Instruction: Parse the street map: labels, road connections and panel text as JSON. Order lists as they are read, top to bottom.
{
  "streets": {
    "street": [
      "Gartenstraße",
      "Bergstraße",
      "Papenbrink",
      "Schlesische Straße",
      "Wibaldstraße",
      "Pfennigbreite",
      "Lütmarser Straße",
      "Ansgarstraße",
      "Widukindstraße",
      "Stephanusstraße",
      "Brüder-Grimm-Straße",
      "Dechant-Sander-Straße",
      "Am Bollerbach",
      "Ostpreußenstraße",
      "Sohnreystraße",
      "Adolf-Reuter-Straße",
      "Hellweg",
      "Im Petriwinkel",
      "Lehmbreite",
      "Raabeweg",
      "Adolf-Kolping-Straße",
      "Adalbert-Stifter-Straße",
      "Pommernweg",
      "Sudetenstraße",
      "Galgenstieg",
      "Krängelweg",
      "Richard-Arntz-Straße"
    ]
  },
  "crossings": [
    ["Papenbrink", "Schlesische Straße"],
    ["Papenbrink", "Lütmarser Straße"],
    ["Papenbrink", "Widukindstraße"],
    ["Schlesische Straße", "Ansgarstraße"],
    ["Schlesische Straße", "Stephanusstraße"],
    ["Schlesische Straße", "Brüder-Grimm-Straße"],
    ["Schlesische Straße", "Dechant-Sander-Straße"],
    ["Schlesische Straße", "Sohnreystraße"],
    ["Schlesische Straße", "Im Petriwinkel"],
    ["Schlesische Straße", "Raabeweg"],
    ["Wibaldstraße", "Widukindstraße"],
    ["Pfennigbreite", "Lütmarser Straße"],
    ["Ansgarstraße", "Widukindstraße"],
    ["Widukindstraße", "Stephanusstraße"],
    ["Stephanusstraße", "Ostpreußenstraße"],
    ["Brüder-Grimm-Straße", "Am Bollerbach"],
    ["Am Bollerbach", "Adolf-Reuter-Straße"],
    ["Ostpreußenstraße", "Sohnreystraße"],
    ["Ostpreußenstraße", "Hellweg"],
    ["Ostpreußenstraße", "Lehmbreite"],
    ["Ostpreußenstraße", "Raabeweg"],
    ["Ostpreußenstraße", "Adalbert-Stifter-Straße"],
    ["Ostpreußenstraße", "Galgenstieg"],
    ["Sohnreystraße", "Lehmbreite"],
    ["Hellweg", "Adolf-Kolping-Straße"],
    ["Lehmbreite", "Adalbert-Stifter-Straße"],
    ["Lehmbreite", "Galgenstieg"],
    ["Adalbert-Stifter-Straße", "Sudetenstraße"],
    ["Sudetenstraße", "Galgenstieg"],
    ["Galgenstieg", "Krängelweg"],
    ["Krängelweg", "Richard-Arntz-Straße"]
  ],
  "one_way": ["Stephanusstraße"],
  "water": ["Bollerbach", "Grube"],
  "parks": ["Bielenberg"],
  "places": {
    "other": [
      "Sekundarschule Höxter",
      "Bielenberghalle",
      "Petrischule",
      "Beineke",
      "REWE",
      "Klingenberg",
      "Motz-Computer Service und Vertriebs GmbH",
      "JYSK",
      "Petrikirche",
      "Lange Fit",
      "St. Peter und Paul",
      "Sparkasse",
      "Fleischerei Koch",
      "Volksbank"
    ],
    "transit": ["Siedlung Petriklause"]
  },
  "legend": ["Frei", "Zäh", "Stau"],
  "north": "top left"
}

• • • • • • •

- **Required work**:
Copy each line of the data that includes the word "Adalbert".

- **Reply to the task**:
      "Adalbert-Stifter-Straße",
    ["Ostpreußenstraße", "Adalbert-Stifter-Straße"],
    ["Lehmbreite", "Adalbert-Stifter-Straße"],
    ["Adalbert-Stifter-Straße", "Sudetenstraße"],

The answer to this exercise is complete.